When the paperwork breaks the building / Quand la paperasse empêche de bâtir
On tient parfois le transport pour acquis. Quand on peut toucher un écran et recevoir un article venant de l’autre bout du monde une semaine plus tard, c’est facile d’oublier l’incroyable empilement logistique qui se trouve entre les deux. Mais Transports Canada est au cœur du transport aérien, terrestre et maritime, et bon nombre de ses services permettent à ces livraisons de continuer à arriver.
L’une des tâches dont il s’occupe est la sécurité maritime, ce qui comprend des choses comme l’immatriculation des bateaux, la certification des marins et les examens médicaux pour les gens qui passeront des mois en mer. Plusieurs de ces services sont tarifés, et depuis 2019, tout ministère fédéral qui exige des frais doit les rembourser s’il ne livre pas le service dans les délais.
On pourrait croire qu’en adoptant une telle loi, le gouvernement aurait aussi publié les détails sur la façon de la mettre en œuvre.
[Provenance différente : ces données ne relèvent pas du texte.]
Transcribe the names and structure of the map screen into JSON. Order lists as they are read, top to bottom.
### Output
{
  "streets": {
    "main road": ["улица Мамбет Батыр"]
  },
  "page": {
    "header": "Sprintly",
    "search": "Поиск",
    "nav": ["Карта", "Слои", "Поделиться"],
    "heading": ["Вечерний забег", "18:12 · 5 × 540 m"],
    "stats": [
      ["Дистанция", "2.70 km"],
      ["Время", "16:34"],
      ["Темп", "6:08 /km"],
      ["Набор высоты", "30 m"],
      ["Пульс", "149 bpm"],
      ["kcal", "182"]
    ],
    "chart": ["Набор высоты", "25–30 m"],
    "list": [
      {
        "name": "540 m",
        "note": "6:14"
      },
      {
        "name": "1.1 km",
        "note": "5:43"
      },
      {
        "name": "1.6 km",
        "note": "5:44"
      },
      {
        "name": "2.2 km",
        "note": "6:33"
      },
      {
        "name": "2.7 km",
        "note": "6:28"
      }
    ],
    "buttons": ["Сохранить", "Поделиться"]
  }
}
Mais ces deux choses vont rarement de pair : la législation et la réglementation sont deux bêtes distinctes, alors c’est à chaque ministère d’interpréter la loi et de mettre en place ses propres processus.
(Dans un monde idéal, les lois et le code pour les appliquer seraient développés en même temps, ce qui mènerait à beaucoup plus de réutilisation et de modularité dans les applications gouvernementales — mais aussi à ce que les législateurs réalisent que bon nombre de leurs politiques sont tout simplement impossibles à mettre en œuvre telles qu’elles sont rédigées.)
Lucie Bergeron a bâti un système de suivi des frais, puis l’a partagé avec le reste de Transports Canada. Ça a fonctionné, en partie, parce qu’elle ne s’est pas contentée de construire : elle avait une équipe de gestionnaires du changement pour accompagner la transition.
Aussi, comme le Canada a deux langues officielles et que la langue maternelle de Lucie est le français, nous avons enregistré cette entrevue deux fois — alors elles sont légèrement différentes — une fois en français et une fois en anglais!
We sometimes take transportation for granted. When you can tap a screen and have something from around the world show up a week later, it’s easy to overlook the incredible stack of logistics that’s in the middle. But Transport Canada is at the center of air, land, and sea travel, and many of its services keep those deliveries coming.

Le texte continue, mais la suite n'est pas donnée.